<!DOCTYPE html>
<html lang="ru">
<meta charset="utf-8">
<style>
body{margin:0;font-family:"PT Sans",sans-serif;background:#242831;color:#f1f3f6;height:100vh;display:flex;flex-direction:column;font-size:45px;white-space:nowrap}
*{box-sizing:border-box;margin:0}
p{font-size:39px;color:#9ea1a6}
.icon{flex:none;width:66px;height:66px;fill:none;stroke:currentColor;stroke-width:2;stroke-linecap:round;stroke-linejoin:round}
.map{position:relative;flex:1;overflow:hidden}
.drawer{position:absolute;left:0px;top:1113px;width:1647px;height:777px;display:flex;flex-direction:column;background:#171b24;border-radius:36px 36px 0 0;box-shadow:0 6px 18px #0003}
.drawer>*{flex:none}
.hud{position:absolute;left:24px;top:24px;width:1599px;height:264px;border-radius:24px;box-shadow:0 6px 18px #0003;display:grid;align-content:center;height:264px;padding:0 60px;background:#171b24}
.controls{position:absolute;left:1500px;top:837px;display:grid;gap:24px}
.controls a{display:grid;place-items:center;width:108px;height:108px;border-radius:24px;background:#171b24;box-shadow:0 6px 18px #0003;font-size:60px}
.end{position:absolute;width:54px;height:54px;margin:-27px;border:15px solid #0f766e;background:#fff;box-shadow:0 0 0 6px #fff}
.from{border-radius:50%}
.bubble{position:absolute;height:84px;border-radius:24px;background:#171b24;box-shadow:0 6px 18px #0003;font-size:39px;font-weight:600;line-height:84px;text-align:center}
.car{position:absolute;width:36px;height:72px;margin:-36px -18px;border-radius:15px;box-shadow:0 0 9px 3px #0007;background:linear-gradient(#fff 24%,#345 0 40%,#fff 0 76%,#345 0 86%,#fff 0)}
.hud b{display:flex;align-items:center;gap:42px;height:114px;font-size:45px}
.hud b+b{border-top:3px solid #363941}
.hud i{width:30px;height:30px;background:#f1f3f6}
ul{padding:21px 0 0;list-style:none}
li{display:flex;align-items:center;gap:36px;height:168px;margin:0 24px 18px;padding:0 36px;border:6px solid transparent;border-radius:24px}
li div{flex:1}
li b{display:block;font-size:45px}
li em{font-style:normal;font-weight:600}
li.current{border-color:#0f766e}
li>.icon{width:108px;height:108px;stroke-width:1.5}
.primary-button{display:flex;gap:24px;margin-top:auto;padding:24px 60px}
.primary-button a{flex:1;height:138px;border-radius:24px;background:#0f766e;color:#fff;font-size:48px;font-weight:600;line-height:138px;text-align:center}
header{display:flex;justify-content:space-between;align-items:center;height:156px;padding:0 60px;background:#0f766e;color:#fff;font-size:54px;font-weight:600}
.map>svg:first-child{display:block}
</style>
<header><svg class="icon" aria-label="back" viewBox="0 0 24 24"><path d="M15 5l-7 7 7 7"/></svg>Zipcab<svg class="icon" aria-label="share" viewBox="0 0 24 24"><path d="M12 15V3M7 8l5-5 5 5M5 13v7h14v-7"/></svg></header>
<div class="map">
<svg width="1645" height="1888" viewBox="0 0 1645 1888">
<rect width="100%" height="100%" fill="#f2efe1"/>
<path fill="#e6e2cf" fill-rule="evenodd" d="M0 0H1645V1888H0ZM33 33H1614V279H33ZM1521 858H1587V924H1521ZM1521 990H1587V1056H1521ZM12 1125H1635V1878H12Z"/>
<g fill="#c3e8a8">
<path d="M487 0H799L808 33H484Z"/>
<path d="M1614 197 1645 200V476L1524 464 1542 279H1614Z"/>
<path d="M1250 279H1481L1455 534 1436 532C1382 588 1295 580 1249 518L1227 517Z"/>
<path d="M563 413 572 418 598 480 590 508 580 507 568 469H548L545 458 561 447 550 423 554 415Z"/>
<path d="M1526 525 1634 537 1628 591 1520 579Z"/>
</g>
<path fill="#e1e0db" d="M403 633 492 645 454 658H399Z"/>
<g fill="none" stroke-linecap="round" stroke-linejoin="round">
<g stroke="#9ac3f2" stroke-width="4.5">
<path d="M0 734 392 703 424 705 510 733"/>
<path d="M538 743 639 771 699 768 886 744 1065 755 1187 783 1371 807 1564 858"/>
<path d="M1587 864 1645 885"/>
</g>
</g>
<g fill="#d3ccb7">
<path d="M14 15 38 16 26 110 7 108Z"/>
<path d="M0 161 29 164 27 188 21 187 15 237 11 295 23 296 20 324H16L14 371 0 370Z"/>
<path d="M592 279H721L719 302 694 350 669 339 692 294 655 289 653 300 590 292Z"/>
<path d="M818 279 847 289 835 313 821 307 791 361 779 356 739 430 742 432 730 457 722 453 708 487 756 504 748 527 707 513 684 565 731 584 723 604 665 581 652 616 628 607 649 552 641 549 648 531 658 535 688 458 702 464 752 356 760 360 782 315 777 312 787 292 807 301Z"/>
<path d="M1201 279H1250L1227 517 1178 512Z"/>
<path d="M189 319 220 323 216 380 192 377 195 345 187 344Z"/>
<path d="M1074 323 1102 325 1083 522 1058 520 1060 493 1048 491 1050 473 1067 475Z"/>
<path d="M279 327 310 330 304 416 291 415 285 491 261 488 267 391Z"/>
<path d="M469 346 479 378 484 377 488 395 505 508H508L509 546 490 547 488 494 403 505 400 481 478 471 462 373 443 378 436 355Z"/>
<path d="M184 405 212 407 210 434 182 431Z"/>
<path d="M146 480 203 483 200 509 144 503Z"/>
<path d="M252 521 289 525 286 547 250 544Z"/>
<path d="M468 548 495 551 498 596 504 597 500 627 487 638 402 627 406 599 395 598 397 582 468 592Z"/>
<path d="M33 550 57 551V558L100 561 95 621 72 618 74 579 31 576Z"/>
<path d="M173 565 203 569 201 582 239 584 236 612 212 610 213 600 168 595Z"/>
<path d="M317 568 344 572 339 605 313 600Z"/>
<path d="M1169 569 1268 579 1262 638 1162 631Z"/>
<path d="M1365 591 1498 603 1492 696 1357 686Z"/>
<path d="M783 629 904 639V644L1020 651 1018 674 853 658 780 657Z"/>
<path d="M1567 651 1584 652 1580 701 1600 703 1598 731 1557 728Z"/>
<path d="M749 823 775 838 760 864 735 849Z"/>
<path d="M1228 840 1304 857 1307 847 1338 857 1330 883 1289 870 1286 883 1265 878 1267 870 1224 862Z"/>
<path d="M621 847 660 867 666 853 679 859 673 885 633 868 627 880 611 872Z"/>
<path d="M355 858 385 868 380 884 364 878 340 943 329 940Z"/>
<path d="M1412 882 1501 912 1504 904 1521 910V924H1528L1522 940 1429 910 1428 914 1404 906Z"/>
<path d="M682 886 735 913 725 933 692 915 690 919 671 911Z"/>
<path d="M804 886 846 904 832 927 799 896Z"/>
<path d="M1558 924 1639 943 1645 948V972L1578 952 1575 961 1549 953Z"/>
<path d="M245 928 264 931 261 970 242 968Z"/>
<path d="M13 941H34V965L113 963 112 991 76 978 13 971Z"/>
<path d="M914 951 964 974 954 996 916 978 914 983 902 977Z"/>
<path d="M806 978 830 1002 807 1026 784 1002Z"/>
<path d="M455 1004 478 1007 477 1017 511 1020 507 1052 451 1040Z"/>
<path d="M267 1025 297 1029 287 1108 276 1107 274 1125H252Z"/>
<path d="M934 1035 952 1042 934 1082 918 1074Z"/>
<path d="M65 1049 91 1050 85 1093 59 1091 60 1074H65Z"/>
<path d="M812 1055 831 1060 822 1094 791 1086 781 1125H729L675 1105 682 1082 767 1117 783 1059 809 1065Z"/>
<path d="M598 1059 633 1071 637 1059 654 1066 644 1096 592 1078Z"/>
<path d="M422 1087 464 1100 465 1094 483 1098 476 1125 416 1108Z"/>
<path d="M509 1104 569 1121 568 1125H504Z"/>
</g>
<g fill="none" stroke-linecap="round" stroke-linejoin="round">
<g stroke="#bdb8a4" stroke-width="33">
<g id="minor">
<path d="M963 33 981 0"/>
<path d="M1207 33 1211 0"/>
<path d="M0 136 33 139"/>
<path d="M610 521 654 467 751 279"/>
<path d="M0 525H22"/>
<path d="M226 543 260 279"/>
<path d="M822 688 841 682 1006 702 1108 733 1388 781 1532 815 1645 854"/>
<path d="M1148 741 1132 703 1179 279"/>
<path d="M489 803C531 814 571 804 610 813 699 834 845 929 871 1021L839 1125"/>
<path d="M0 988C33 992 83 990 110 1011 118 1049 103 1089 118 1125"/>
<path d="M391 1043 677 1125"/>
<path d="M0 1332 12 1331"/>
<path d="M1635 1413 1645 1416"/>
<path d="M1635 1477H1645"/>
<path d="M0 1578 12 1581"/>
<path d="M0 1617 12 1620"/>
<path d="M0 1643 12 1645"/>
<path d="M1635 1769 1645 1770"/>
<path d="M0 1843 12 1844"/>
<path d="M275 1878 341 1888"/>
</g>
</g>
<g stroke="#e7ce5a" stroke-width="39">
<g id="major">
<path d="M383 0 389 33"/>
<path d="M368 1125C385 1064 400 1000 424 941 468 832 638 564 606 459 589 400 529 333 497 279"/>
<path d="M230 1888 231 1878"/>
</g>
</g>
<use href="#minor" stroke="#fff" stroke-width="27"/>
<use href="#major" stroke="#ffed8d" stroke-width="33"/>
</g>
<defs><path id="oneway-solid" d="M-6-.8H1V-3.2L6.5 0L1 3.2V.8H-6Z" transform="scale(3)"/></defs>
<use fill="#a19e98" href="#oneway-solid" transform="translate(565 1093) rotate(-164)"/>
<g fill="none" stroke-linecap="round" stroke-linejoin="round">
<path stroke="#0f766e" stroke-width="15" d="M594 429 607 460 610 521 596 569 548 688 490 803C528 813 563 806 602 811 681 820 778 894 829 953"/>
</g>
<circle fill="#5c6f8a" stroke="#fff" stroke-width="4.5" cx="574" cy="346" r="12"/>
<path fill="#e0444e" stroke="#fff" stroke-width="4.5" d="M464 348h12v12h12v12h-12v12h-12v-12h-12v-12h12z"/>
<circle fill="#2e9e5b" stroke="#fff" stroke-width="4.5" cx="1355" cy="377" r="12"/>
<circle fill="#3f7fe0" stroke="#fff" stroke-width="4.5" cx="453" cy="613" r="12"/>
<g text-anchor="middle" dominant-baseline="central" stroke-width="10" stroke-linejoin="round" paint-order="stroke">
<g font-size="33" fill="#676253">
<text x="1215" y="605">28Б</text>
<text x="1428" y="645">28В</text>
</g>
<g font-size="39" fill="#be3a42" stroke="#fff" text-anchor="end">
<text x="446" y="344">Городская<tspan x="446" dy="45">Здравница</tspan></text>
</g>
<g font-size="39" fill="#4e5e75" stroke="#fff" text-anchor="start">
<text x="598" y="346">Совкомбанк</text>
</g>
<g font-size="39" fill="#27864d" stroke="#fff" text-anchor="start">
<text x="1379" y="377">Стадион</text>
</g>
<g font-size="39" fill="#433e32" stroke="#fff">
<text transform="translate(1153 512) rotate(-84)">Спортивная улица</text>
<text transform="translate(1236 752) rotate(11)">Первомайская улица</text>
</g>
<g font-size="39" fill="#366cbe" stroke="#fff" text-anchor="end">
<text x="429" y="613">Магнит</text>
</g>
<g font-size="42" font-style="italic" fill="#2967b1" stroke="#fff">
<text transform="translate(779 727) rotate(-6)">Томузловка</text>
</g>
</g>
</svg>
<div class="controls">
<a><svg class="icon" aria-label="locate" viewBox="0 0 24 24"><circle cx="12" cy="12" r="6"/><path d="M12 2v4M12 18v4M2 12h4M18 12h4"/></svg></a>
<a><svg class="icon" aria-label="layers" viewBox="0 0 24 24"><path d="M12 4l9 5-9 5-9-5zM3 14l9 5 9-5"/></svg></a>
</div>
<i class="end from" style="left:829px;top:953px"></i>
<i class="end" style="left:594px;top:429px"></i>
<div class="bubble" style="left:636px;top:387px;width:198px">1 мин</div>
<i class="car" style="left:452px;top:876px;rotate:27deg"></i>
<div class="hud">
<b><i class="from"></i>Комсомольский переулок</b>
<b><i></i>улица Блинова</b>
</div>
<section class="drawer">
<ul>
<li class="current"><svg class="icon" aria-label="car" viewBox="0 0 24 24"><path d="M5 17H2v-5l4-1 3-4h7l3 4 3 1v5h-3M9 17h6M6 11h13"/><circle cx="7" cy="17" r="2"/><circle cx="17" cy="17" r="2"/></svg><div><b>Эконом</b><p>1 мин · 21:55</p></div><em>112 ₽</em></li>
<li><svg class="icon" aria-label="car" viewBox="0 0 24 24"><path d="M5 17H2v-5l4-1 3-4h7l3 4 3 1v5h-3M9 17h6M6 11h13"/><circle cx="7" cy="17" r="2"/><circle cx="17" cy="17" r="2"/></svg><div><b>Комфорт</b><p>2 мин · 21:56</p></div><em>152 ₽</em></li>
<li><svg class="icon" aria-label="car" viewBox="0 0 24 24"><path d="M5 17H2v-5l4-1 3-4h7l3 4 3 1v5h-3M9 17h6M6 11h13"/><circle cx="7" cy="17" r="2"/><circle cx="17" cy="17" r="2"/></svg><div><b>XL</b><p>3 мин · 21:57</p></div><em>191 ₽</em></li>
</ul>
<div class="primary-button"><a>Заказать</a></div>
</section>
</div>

[DESCRIPTION OF THE TASK]: Among the entries above, how many lines contain the string "controls"? Write the number alone.

[SOLUTION FOR THIS TASK]: 3